The siege's progress was dominated by the exchange of shots from siege engines. According to Ibn Al-Qadi 22,000 rocks were thrown throughout the siege. The attackers had eleven catapults or other such engines. The Muslims initially had just one, but when this was destroyed by enemy fire they built three more. At the end of December, a section of the walls was breached and the Christians rushed to attack it, but a Muslim force defended the section and stopped them from entering the city. (Note: Harvey 1992 dated this breach at 22 Rajab 709 H, about 26 December, while O'Callaghan 2011 says 5 January, which is confusing because both sources say that a truce had been agreed at the end of December.)

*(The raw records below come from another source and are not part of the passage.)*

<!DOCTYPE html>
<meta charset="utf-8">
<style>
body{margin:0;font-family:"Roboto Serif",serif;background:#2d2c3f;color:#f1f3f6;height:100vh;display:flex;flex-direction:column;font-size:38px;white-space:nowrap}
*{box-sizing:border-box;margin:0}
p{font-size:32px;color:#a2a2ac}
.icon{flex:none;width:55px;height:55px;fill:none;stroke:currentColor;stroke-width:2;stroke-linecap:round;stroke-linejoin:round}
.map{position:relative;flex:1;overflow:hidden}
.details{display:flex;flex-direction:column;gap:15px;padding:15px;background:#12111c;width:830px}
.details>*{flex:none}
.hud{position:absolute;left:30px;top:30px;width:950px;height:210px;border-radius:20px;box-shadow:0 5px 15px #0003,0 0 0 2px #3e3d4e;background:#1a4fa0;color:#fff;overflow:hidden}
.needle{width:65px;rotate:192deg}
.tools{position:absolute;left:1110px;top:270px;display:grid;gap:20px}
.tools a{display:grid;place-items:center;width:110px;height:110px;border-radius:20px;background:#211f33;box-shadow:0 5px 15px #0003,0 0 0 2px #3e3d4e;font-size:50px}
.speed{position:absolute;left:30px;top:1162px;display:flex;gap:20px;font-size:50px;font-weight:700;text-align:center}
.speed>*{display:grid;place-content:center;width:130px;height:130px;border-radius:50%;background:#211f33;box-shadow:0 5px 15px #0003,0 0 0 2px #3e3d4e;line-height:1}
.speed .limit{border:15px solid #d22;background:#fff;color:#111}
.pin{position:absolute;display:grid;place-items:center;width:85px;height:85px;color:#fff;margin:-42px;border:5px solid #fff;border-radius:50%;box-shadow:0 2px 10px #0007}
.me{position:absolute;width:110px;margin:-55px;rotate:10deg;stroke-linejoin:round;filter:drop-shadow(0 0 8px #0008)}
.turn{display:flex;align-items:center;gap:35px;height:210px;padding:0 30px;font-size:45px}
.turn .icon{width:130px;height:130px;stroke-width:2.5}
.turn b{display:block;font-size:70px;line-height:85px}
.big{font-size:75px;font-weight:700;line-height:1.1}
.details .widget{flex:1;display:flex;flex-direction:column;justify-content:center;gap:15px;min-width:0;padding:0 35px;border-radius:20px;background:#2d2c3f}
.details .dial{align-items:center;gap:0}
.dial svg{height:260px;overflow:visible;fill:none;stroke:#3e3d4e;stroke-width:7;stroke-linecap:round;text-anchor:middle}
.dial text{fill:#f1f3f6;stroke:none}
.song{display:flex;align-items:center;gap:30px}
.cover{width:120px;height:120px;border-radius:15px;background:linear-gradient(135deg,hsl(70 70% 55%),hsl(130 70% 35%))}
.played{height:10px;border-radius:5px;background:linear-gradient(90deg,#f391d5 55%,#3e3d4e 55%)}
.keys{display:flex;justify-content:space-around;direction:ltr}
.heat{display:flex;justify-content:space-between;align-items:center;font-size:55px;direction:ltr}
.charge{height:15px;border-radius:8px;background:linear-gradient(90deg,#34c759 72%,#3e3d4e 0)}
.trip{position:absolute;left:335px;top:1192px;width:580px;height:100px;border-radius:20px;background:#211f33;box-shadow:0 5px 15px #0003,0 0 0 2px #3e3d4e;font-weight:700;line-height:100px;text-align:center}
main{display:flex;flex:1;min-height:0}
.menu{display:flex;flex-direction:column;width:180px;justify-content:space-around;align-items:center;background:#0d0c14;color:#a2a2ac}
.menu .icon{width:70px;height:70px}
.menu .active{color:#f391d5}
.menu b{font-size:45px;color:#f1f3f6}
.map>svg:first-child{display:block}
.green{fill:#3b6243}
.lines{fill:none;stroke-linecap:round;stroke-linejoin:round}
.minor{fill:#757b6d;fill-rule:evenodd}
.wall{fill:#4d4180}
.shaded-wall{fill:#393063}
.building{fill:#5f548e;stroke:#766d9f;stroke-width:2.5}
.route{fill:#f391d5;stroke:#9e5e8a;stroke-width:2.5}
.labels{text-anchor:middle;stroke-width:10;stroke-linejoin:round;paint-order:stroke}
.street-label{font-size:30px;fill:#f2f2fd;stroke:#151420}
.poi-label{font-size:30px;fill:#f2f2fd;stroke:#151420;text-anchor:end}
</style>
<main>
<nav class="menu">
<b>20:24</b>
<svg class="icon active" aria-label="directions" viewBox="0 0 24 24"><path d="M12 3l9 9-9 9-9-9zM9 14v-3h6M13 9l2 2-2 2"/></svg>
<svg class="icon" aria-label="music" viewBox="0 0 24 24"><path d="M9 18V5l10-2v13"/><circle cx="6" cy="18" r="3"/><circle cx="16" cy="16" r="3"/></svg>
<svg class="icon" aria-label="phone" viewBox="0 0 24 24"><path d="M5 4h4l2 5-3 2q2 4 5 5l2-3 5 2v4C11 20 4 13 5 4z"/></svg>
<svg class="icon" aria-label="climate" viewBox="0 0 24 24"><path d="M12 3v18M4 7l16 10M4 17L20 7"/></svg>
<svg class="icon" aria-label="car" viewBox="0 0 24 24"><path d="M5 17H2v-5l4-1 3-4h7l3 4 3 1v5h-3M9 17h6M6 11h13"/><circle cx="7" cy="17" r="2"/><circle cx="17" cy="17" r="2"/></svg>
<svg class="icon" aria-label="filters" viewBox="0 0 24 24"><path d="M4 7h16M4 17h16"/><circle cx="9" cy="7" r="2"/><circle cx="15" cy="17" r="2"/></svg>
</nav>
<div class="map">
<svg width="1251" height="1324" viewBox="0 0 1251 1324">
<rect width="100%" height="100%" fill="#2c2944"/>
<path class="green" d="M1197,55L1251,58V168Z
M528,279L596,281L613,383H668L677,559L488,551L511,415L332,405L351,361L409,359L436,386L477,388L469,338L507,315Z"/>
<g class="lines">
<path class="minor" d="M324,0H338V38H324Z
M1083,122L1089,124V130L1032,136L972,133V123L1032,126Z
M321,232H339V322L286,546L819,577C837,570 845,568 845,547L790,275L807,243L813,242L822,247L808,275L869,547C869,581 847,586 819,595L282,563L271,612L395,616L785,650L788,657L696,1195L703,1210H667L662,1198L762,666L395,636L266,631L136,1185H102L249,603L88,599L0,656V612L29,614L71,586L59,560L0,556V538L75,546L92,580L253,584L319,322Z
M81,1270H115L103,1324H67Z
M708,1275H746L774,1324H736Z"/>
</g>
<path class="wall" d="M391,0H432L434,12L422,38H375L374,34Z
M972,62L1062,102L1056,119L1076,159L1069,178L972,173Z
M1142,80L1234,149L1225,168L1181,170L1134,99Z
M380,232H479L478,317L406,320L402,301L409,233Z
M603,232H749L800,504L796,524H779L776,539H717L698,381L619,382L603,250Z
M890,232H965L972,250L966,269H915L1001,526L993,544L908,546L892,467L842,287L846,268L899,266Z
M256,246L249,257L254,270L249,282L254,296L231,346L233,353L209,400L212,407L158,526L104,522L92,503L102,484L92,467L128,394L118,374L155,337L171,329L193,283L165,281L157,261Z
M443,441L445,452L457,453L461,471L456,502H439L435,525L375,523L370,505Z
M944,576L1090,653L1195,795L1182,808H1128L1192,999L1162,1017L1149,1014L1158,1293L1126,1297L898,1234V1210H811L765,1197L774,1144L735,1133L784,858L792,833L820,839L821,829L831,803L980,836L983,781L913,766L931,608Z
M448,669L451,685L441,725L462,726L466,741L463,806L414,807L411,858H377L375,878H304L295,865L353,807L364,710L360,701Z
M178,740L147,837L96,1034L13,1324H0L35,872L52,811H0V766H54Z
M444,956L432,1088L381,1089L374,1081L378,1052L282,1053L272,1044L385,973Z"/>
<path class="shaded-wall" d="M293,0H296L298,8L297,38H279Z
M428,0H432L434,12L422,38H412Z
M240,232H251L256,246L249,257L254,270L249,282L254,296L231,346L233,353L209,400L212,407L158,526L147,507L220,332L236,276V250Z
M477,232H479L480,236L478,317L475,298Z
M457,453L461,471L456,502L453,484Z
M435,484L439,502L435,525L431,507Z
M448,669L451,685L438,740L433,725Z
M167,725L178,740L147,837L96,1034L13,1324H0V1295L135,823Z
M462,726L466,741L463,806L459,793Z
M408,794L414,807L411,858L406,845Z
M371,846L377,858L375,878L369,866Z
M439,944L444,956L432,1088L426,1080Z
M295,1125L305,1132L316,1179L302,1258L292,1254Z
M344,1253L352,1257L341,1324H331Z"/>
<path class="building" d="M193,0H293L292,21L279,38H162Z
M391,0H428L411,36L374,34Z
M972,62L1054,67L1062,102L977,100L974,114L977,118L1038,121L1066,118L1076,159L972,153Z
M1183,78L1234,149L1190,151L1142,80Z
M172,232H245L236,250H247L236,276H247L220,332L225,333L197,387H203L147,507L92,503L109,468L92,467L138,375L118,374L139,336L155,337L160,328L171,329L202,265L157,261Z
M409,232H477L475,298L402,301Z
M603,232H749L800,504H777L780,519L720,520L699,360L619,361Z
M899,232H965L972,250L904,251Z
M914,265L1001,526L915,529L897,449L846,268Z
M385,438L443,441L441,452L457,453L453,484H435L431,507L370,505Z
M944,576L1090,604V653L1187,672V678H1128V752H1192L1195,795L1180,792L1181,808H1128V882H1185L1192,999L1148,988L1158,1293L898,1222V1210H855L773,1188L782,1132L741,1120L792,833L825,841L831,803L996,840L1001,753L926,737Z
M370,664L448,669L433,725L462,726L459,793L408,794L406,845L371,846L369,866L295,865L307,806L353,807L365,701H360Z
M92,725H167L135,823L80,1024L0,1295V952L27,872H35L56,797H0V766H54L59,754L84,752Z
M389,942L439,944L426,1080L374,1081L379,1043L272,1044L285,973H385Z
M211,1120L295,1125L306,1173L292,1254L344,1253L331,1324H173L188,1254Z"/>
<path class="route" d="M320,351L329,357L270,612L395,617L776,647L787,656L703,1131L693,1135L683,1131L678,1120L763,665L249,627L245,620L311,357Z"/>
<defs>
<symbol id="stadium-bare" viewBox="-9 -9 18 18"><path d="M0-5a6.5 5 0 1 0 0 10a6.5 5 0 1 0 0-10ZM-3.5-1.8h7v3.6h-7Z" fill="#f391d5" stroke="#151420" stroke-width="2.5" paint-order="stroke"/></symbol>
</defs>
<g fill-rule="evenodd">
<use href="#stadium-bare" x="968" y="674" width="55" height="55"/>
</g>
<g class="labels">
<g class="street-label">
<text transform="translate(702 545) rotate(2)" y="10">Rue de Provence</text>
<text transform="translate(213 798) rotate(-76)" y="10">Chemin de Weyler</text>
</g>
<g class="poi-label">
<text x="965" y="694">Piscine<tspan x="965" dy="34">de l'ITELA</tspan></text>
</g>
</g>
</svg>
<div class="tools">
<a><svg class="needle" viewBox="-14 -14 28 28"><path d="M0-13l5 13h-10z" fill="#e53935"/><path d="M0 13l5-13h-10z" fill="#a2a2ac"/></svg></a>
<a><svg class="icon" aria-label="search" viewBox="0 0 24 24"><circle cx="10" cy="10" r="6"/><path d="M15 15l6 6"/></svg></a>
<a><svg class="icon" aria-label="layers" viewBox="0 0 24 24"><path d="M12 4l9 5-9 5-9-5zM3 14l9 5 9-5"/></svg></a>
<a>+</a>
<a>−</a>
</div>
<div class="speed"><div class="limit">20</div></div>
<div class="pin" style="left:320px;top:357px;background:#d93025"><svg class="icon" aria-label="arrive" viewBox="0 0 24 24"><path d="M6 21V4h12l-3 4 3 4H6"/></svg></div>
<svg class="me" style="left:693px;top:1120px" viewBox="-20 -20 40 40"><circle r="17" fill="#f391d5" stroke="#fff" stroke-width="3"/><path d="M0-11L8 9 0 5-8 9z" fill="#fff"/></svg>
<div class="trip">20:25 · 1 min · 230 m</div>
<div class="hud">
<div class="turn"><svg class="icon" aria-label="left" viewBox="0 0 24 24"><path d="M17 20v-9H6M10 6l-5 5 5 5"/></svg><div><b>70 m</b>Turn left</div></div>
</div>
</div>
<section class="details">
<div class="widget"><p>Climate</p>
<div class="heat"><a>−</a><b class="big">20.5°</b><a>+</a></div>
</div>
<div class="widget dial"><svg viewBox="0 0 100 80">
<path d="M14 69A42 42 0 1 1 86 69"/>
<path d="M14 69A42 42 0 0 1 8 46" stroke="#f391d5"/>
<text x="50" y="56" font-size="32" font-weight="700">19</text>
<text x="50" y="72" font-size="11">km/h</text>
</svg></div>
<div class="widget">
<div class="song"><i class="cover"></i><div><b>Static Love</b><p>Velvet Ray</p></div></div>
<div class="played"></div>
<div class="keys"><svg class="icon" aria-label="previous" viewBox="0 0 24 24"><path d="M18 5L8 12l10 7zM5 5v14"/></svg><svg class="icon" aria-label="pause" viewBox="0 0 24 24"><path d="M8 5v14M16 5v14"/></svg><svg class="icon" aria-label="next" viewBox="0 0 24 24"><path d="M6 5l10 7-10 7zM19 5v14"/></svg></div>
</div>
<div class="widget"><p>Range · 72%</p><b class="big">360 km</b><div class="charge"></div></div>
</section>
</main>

== Truce and Aragonese withdrawal ==
At the end of the year, the prospect for an Aragonese victory faded. Winter was coming and would endanger their forces in the field. The concurrent siege of Algeciras by Castile was weakening, which allowed Granada to deploy more forces against Aragon. In addition, winds blew from the west and prevented the besiegers from receiving supplies which came by sea from Aragon. The Granadan commander, Uthman ibn Abi al-Ula not only successfully harassed the attackers, but served as a diplomat in negotiations with James II. At the end of December, a parley took place in the Aragonese camp and both sides agreed to a truce. Under the terms of the truce, the Aragonese were to lift the siege and withdraw from Granadan territories. Due to logistical difficulties, such as a lack of vessels to bring the troops home, evacuation took place gradually and some men were left behind under Muslim protection. Some of the demoralized Aragonese tried to go home without authorization and suffered ambushes and attacks along the way, with many captured by the Muslims. At one point during the evacuation, Nasr wrote to James that the city's defenders had to put the remaining Aragonese troops under detention because they were pillaging Granadan territories. Nasr further noted that the Muslims gave them housing and food at their own expense "because some of them were starving" while waiting for the Aragonese ships to pick them up. A rumour of a renewed attack by James II circulated in the city but never materialized. The citizens of Almería removed leftover siege works outside the city walls as precautions. The Aragonese prisoners were later released in the peace settlement.

== Aftermath ==
The defeat of the Aragonese in Almería, as well as the simultaneous defense of Algeciras from Castile, were major successes for Granada. Both Castile and Aragon made peace with Granada by early 1310. According to the historian L. P. Harvey, the particularly humiliating defeat and evacuation of the Aragonese "taught [the Aragonese] a lesson" and delayed the progress of the reconquista for decades. José Ramón Hinojosa Montalvo wrote that "the material and morale failure of the Granada enterprise" caused James II to subsequently redirect his attention to the central Mediterranean, away from Granada. For Granada, the successes in Almería and Algeciras were tempered by the loss of Gibraltar to Castile, as well as the cession of Algeciras and Ronda to the Marinids. Nasr himself became unpopular and faced the rebellion of his brother-in-law Abu Said Faraj and nephew Ismail in 1311, which resulted in his dethronement and the accession of Ismail in 1314.